Country Willie - His Own Songs

By the time Willie Nelson recorded Country Willie: His Own Songs with producer Chet Atkins in 1965, he was one of the more interesting writers in country music. His songs could feel classic in subject—heartache, loneliness—but quietly novel in approach: Here was a guy who sang about talking to his empty house in “Hello Walls,” and who employed chord changes on “Crazy” that were familiar in pop and jazz, but seemed positively exotic in the world of circa-1960s country. Still, most people who knew his songs probably didn’t know there was a person named Willie Nelson traveling around America, trying to make a living singing them.

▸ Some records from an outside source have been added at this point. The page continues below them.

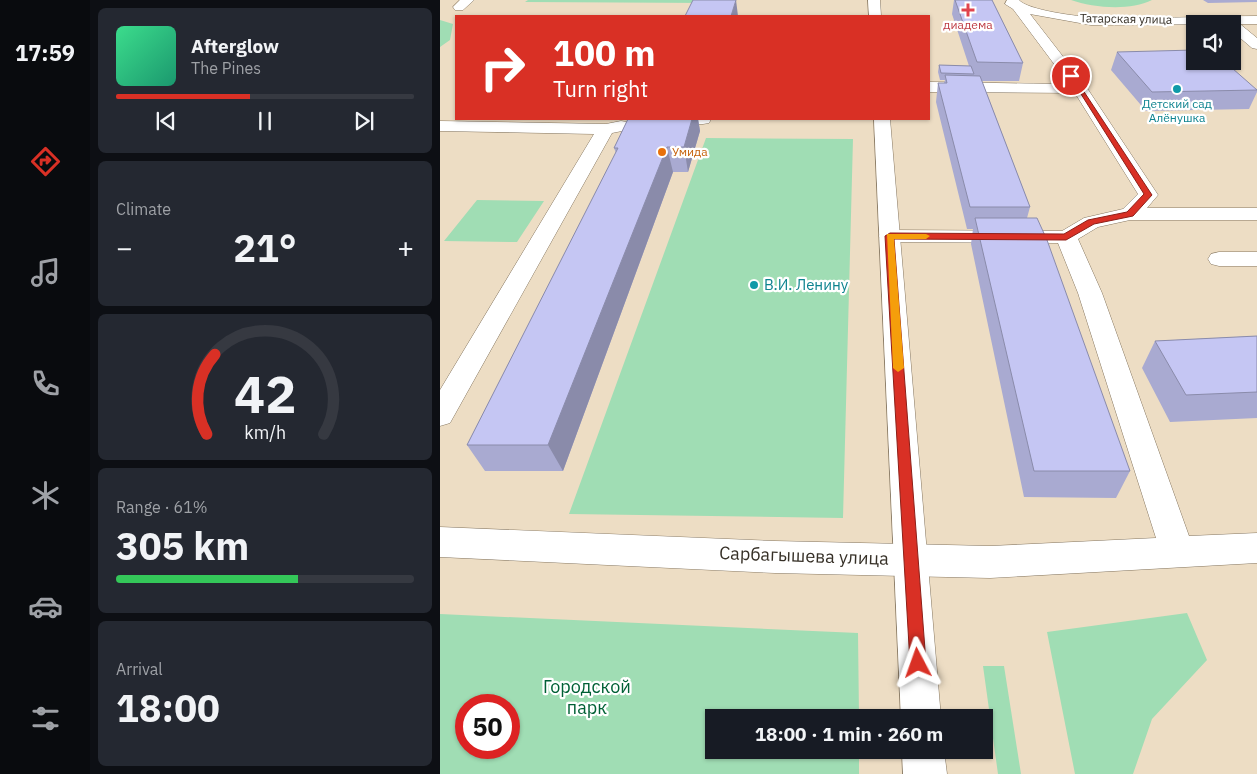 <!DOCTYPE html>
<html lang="en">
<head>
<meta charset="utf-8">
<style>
  :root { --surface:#171b24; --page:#242831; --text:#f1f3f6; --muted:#9ea1a6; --line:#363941; --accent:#d93025 }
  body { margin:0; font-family:"IBM Plex Sans",sans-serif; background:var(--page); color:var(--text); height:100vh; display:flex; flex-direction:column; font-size:19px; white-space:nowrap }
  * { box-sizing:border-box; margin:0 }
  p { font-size:16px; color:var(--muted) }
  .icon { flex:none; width:28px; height:28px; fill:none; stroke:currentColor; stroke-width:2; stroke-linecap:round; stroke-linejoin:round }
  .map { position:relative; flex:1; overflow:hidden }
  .side { display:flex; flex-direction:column; gap:8px; padding:8px; background:#0d0f14; width:350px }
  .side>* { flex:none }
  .guide { position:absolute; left:15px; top:15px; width:475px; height:105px; border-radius:0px; box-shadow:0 1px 4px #0004; background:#d93025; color:#fff; overflow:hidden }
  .fabs { position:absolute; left:746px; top:15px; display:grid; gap:10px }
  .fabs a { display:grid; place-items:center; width:55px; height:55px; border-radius:0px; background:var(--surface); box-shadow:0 1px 4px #0004; font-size:25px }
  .speed { position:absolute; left:15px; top:694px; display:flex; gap:10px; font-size:25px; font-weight:700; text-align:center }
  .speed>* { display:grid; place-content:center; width:65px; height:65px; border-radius:50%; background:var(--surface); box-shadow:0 1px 4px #0004; line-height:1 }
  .speed .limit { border:8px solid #d22; background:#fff; color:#111 }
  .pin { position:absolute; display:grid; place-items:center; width:42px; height:42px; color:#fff; margin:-21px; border:2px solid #fff; border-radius:50%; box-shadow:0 1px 5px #0007 }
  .me { position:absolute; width:55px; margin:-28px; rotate:356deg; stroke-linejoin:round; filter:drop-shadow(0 0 4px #0008) }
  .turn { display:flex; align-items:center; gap:18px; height:105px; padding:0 15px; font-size:22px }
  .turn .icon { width:65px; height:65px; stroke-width:2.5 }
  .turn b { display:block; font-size:35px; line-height:42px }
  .big { font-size:38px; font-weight:700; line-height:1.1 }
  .side .card { flex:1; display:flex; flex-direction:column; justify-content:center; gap:8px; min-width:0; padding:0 18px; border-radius:8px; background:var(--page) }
  .side .dial { align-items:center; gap:0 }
  .dial svg { height:130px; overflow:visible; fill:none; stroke:var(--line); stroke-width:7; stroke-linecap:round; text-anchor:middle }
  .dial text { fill:var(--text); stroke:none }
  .song { display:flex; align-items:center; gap:15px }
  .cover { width:60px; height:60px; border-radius:8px; background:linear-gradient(135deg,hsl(150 70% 55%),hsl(160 70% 35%)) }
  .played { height:5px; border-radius:2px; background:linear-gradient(90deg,var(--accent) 45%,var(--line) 45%) }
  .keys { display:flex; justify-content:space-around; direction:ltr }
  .heat { display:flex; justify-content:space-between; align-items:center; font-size:28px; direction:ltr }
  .charge { height:8px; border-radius:4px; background:linear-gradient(90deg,#34c759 61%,var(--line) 0) }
  .trip { position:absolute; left:265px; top:709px; width:288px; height:50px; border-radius:0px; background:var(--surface); box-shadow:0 1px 4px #0004; font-weight:700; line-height:50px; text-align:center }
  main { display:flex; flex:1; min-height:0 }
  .dock { display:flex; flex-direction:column; width:90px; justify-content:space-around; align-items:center; background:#090b0e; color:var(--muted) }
  .dock .icon { width:35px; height:35px }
  .dock .selected { color:var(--accent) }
  .dock b { font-size:22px; color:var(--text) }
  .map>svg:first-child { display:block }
  .green { fill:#a0ddb4; fill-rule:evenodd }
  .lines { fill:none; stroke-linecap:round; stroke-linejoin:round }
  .minor-casing { stroke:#867761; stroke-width:1 }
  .major-casing { stroke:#867761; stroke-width:1 }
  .minor { fill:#fff; fill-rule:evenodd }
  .major { fill:#fff; fill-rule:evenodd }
  .wall { fill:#a9aad1 }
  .shaded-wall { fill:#8a8baa }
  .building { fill:#c5c6f3; stroke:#8a8baa }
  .route { fill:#d93025; stroke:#8d1f18 }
  .slow { fill:#f59e0b }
  .health-dot { fill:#e0444e; stroke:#fff; stroke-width:2 }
  .culture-dot { fill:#0f9aa8; stroke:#fff; stroke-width:2 }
  .food-dot { fill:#e8710a; stroke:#fff; stroke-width:2 }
  .labels { text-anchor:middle; stroke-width:4.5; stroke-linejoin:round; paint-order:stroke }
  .far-street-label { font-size:12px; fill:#363027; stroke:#fff }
  .far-health-label { font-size:12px; fill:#be3a42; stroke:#fff }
  .far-culture-label { font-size:12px; fill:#0d838f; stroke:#fff }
  .far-food-label { font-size:12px; fill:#c56008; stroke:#fff; text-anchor:start }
  .culture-label { font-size:15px; fill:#0d838f; stroke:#fff; text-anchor:start }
  .near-street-label { font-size:18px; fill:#363027; stroke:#fff }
  .near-park-label { font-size:18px; fill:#006035; stroke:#fff }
</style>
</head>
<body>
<main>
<nav class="dock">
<b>17:59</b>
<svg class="icon selected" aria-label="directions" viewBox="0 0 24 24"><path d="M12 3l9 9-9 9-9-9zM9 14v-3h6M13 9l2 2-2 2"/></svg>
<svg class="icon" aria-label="music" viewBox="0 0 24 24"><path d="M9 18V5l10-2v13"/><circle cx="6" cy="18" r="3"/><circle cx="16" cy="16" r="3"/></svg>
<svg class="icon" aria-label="phone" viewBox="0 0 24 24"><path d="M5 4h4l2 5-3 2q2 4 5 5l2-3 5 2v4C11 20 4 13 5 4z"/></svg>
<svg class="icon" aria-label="climate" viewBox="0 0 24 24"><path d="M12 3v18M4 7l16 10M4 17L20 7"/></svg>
<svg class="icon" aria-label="car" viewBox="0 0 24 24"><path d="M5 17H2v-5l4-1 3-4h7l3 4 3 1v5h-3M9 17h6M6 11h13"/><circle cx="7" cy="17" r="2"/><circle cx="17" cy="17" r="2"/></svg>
<svg class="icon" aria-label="filters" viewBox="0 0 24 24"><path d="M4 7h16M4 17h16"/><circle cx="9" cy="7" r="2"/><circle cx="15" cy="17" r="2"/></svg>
</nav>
<section class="side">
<div class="card">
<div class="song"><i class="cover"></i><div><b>Afterglow</b><p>The Pines</p></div></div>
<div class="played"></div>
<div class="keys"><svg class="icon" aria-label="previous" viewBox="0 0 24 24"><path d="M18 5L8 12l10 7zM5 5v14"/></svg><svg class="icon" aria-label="pause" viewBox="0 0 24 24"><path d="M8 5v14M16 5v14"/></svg><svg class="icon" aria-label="next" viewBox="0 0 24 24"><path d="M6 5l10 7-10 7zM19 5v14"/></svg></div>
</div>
<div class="card"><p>Climate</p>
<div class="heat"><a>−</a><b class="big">21°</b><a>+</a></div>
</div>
<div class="card dial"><svg viewBox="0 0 100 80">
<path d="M14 69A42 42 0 1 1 86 69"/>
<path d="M14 69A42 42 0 0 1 19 20" stroke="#d93025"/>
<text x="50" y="56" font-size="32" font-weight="700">42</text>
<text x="50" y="72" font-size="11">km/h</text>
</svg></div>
<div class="card"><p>Range · 61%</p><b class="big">305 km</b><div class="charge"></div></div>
<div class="card"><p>Arrival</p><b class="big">18:00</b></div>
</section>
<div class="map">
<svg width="817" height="774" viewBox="0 0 817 774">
  <rect width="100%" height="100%" fill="#edddc4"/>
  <!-- green -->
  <path class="green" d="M88,0H271L269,3L85,2Z
    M631,0H712C690,11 654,8 631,0Z
    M0,20L13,24L10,40L0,47Z
    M266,138L413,139L403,518L129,514Z
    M37,200L104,201L77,242L4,241Z
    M747,613L767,660L712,719L693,774H635L607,632Z
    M0,614L418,633L419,717L274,718V750H419V774H0ZM26,705H69V748H26Z
    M543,666H564L581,774H558Z"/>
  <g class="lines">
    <defs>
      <path id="minor" d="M20,0H34L23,10H15L13,7Z
        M567,0H579C587,10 639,17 653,17C707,20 762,16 817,16V24H800L817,38V49L812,48L792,31V24L651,25L590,14L645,85L718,195L707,208H817V220H690L658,227L638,239L662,293L749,536L817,533V563L550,578L335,573L0,557V527L335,541L550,546L716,538L638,293L618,243L450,242L442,241L439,236L442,231L450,230L622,231L644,218L683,209L698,194L635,93L489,92V82C536,82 582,84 629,84L573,9L565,4Z
        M213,119H271L269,123L263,124L221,125L215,124Z
        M0,121L166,124L181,121L187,122L190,126L187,130L172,133L10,423L0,426V390L154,134L0,131Z
        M779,252H817V266H779L771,264L768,259L771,254Z"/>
      <path id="major" d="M428,0H440L441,16H429Z
        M434,119H450L501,718H461Z
        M462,750H504L507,774H463Z"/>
    </defs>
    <!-- minor casing -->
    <use href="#minor" class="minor-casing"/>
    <!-- major casing -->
    <use href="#major" class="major-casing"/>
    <!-- minor -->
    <use href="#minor" class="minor"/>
    <!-- major -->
    <use href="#major" class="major"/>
  </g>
  <!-- wall -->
  <path class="wall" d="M514,0H552L583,63L579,81H542L590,207L587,218L690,471L676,498L584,497L531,244L533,229H527L496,102L498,83H504L505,80H500L498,72L499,65L529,66L512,14Z
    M763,0H817V2L768,3Z
    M677,52L817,89V92L809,109L706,111L671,70Z
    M188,119H258L260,131L248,172H233L123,471H45L27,445L176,153L174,148Z
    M817,336V418L730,422L702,368L715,341Z"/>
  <!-- shaded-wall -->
  <path class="shaded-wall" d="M296,0L298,16H291Z
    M252,119H258L260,131L248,172L244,147Z
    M227,147L233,172L123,471L108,445Z"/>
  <!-- building -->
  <path class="building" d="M253,0H296L291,16H245Z
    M515,0H552L583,63L537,62Z
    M755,50V61H784L817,90L712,92L677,52Z
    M499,65L531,66L534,74L501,73Z
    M505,75L540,76L590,207H530L498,83H507Z
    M188,119H252L244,147H227L108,445H27L178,148H174Z
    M535,218H597L607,240L690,471H594Z
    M817,336V392L746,395L715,341Z"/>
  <!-- route -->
  <path class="route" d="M629,75H633L712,195L693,216L654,224L626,240L454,239L486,663L483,669L478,671L472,669L470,663L445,236L450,233L624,234L648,220L687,212L704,194Z"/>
  <!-- slow -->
  <path class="slow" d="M447,234H486L490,236L486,239H454L464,368L458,372L453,368Z"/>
  <!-- markers -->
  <path class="health-dot" d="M525.5 2.5h5v5h5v5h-5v5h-5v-5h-5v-5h5z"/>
  <g class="culture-dot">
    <circle cx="737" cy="89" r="5"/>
    <circle cx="314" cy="285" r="5"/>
  </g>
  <circle class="food-dot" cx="222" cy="152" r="5"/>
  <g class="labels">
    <!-- far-street labels -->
    <g class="far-street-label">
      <text transform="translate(686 19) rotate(1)" y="4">Татарская улица</text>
    </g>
    <!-- far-health labels -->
    <g class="far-health-label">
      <text x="528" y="29">диадема</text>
    </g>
    <!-- far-culture labels -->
    <g class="far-culture-label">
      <text x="737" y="108">Детский сад<tspan x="737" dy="14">Алёнушка</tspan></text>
    </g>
    <!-- far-food labels -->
    <g class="far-food-label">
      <text x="232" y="156">Умида</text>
    </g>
    <!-- culture labels -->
    <g class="culture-label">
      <text x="324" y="290">В.И. Ленину</text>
    </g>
    <!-- near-street labels -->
    <g class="near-street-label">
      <text transform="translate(364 556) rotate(2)" y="6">Сарбагышева улица</text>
    </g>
    <!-- near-park labels -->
    <g class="near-park-label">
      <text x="147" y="693">Городской<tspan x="147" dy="21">парк</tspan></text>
    </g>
  </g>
</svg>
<div class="fabs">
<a><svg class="icon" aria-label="sound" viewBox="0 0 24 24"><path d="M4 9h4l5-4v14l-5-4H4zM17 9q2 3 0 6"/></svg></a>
</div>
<div class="speed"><div class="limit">50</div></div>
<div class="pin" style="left:631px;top:76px;background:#d93025"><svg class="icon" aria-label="arrive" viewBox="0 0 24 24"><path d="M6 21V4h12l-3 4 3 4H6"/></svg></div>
<svg class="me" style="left:478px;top:663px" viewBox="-20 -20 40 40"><path d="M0-17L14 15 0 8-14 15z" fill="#d93025" stroke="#fff" stroke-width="4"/></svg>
<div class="trip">18:00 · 1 min · 260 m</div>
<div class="guide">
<div class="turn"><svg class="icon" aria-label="right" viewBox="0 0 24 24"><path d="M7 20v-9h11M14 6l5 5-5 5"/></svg><div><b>100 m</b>Turn right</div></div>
</div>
</div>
</main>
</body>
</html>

His first few albums—… And Then I Wrote and Here’s Willie Nelson—are decent, but Country Willie offers the first hints of the performer Nelson would soon become, albeit with some excessive production: Much to Nelson’s (retroactive) chagrin, Atkins added the moony backup choirs and other “requisite sweeteners”—Nelson’s words—he thought might make Nelson a star. But compared to the glitz and uprightness that defined early-1960s Nashville, Country Willie is a subdued affair. The 12 songs here feature the kind of casual phrasing (“Darkness on the Face of the Earth”) and mellow, slanted approach (“Are You Sure”) that connect country music to the jazz and blues that inspired it. Nelson certainly wasn’t the first Nashville writer to make a name singing his own songs: Hank Williams and Lefty Frizzell had done it, Roger Miller was doing it, and Dolly Parton was getting a foot in, too. But something about that dumb title—Country Willie: His Own Songs—turned out to be central to Nelson’s persona, and helped shape how listeners would come to think of the singer-songwriter in general: Always part of some simpler, more distant place, always a little bit on his own.